_Task details_:
From the line with "Annotation task. Dump" to the final line of the records, every line is to be duplicated exactly, both of those lines included.

_Extracted information_:
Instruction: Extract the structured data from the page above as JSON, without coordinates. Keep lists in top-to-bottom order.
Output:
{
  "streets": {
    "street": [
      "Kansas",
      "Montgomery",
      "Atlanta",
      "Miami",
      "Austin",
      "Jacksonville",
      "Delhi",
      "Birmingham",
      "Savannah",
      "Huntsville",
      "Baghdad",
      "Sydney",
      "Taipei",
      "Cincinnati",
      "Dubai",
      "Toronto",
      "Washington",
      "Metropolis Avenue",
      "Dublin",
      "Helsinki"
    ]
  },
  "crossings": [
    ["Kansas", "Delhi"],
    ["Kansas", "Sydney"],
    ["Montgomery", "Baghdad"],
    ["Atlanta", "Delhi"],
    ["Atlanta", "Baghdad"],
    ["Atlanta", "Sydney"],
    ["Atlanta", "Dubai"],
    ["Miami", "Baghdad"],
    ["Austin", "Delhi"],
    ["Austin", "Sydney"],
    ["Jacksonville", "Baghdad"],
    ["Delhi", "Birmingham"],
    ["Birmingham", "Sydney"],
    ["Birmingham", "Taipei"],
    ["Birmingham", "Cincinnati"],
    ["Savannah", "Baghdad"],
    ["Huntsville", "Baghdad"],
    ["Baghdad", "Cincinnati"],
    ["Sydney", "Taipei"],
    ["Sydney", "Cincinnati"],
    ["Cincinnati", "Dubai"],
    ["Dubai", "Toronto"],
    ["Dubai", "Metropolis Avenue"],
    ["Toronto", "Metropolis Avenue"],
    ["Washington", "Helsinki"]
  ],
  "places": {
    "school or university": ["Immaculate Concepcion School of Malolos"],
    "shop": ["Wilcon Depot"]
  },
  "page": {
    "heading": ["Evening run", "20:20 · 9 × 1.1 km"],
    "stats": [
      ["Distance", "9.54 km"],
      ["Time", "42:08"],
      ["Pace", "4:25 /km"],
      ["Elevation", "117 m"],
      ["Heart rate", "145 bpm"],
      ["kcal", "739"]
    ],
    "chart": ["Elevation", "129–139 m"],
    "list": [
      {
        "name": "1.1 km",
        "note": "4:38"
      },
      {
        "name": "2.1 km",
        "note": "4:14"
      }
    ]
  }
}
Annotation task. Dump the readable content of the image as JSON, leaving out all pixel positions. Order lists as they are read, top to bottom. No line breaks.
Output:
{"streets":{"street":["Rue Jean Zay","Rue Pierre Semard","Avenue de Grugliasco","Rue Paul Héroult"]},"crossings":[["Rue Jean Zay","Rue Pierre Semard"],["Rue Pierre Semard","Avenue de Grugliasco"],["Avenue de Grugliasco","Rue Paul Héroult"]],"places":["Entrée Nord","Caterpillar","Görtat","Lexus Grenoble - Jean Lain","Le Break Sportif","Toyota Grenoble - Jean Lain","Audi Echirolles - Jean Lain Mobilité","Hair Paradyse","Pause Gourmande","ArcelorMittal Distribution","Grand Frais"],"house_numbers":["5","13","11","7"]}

_Answer box_:
Annotation task. Dump the readable content of the image as JSON, leaving out all pixel positions. Order lists as they are read, top to bottom. No line breaks.
Output:
{"streets":{"street":["Rue Jean Zay","Rue Pierre Semard","Avenue de Grugliasco","Rue Paul Héroult"]},"crossings":[["Rue Jean Zay","Rue Pierre Semard"],["Rue Pierre Semard","Avenue de Grugliasco"],["Avenue de Grugliasco","Rue Paul Héroult"]],"places":["Entrée Nord","Caterpillar","Görtat","Lexus Grenoble - Jean Lain","Le Break Sportif","Toyota Grenoble - Jean Lain","Audi Echirolles - Jean Lain Mobilité","Hair Paradyse","Pause Gourmande","ArcelorMittal Distribution","Grand Frais"],"house_numbers":["5","13","11","7"]}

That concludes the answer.